(DATA FOR PROCESSING begins)

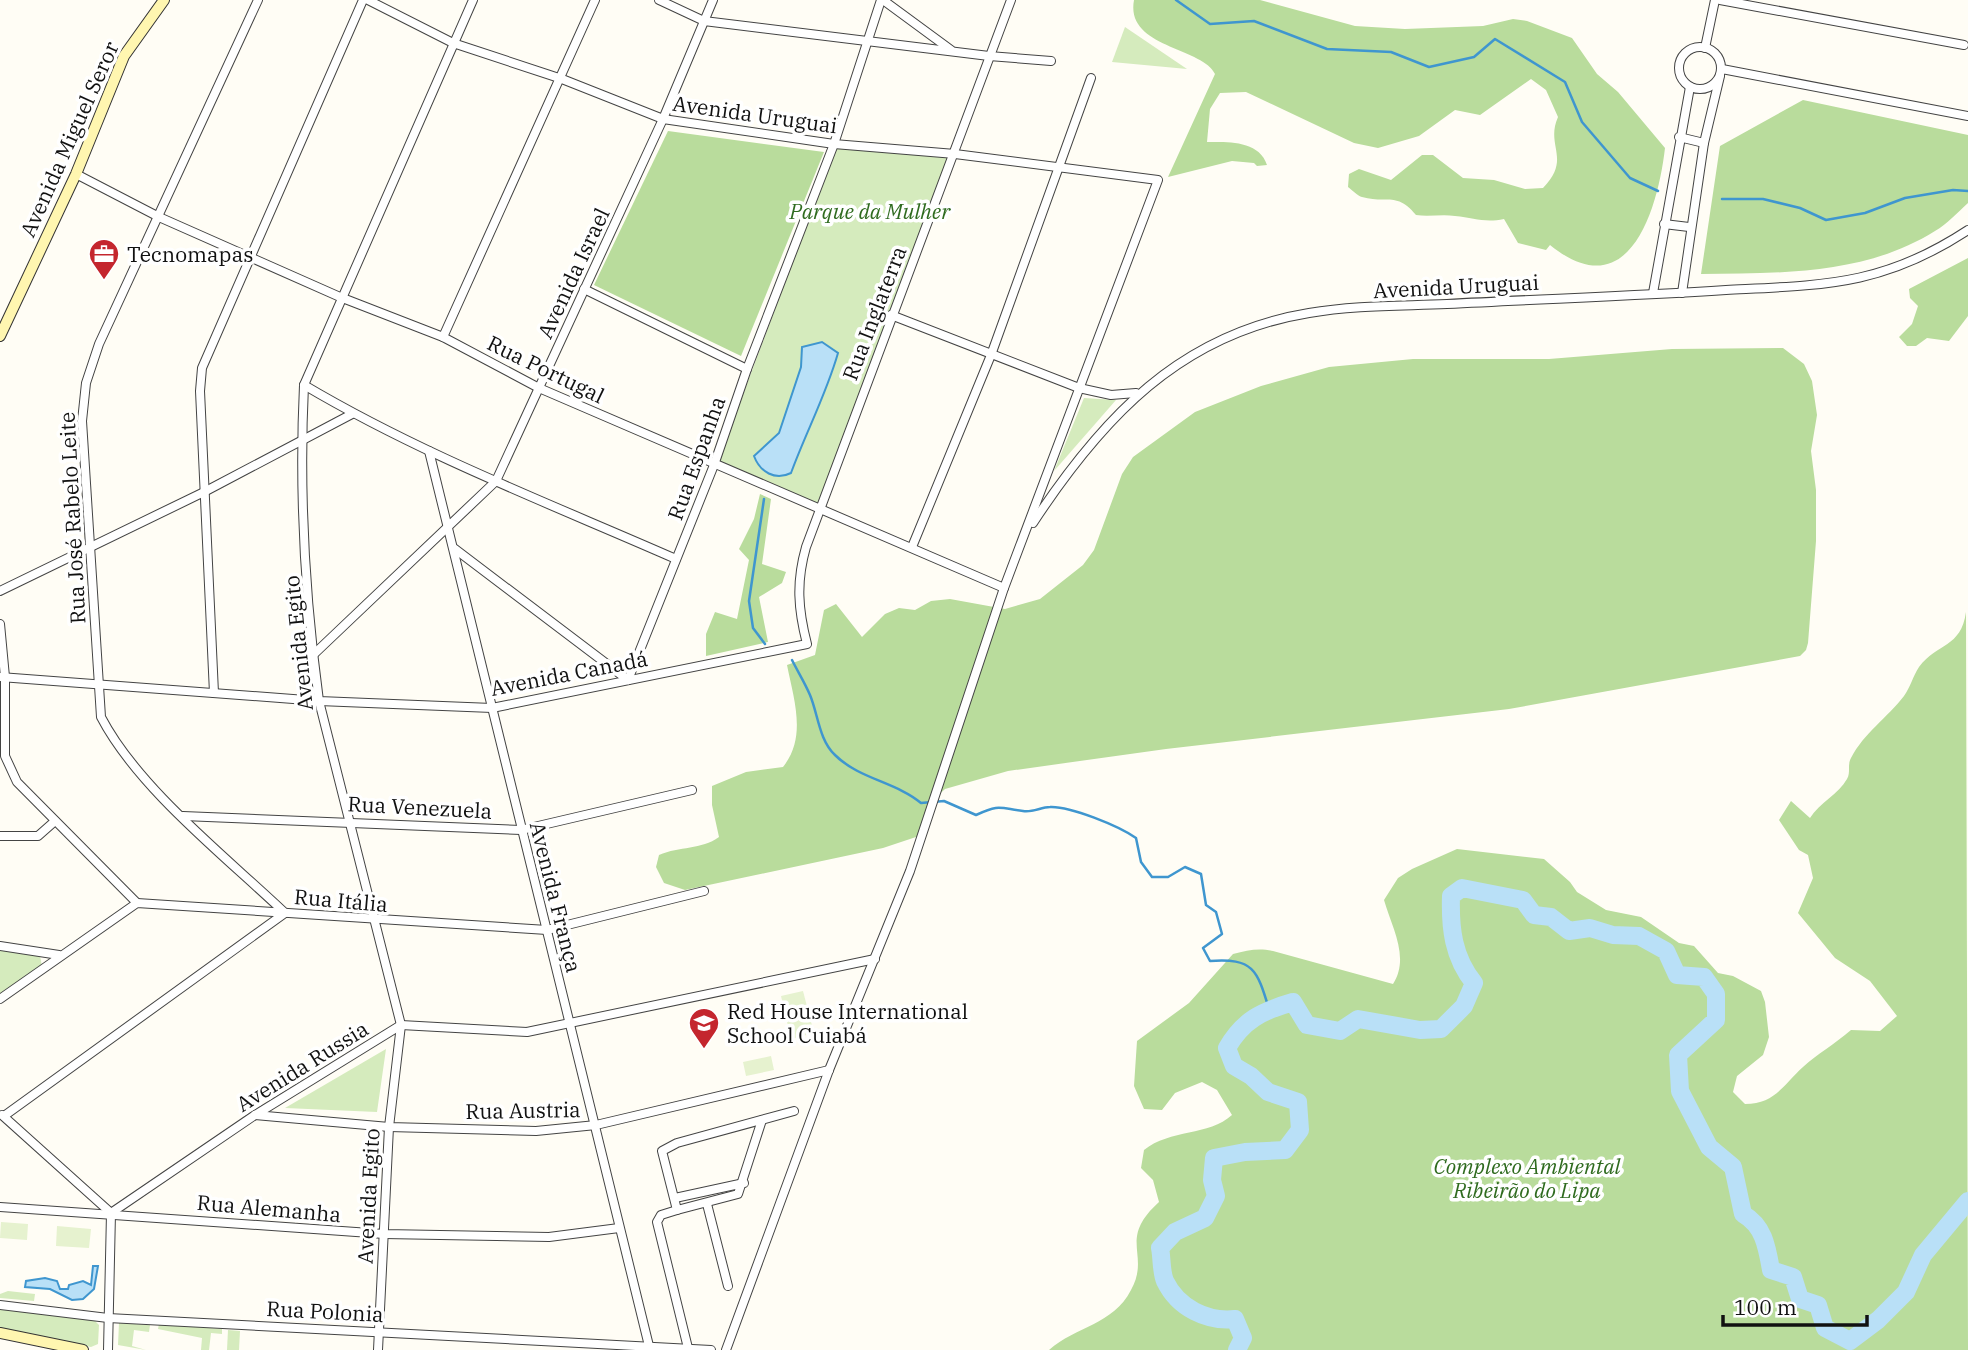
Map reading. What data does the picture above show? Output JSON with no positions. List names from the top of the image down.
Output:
{
  "streets": {
    "street": [
      "Avenida Uruguai",
      "Avenida Miguel Seror",
      "Avenida Israel",
      "Rua Inglaterra",
      "Rua Portugal",
      "Rua Espanha",
      "Rua José Rabelo Leite",
      "Avenida Egito",
      "Avenida Canadá",
      "Rua Venezuela",
      "Avenida França",
      "Rua Itália",
      "Avenida Russia",
      "Rua Austria",
      "Rua Alemanha",
      "Rua Polonia"
    ]
  },
  "crossings": [
    ["Avenida Uruguai", "Avenida Israel"],
    ["Avenida Uruguai", "Rua Inglaterra"],
    ["Avenida Uruguai", "Rua Espanha"],
    ["Avenida Uruguai", "Avenida Egito"],
    ["Avenida Miguel Seror", "Rua Portugal"],
    ["Avenida Israel", "Rua Portugal"],
    ["Avenida Israel", "Avenida Egito"],
    ["Avenida Israel", "Avenida França"],
    ["Rua Inglaterra", "Rua Portugal"],
    ["Rua Inglaterra", "Avenida Canadá"],
    ["Rua Portugal", "Rua Espanha"],
    ["Rua Portugal", "Rua José Rabelo Leite"],
    ["Rua Portugal", "Avenida Egito"],
    ["Rua Espanha", "Avenida Canadá"],
    ["Rua José Rabelo Leite", "Avenida Canadá"],
    ["Rua José Rabelo Leite", "Rua Venezuela"],
    ["Rua José Rabelo Leite", "Rua Itália"],
    ["Avenida Egito", "Avenida Canadá"],
    ["Avenida Egito", "Rua Venezuela"],
    ["Avenida Egito", "Rua Itália"],
    ["Avenida Egito", "Avenida Russia"],
    ["Avenida Egito", "Rua Austria"],
    ["Avenida Egito", "Rua Alemanha"],
    ["Avenida Egito", "Rua Polonia"],
    ["Avenida Canadá", "Avenida França"],
    ["Rua Venezuela", "Avenida França"],
    ["Avenida França", "Rua Itália"],
    ["Avenida França", "Avenida Russia"],
    ["Avenida França", "Rua Austria"],
    ["Avenida França", "Rua Alemanha"],
    ["Avenida França", "Rua Polonia"],
    ["Avenida Russia", "Rua Austria"],
    ["Avenida Russia", "Rua Alemanha"]
  ],
  "parks": ["Parque da Mulher", "Complexo Ambiental Ribeirão do Lipa"],
  "places": {
    "office": ["Tecnomapas"],
    "school or university": ["Red House International School Cuiabá"]
  },
  "scale_bar": "100 m"
}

(DATA FOR PROCESSING ends)

**WHAT YOU WILL DO:** Return only the number of lines in the data above that hold the word "França".

**TASK RESULT:** 9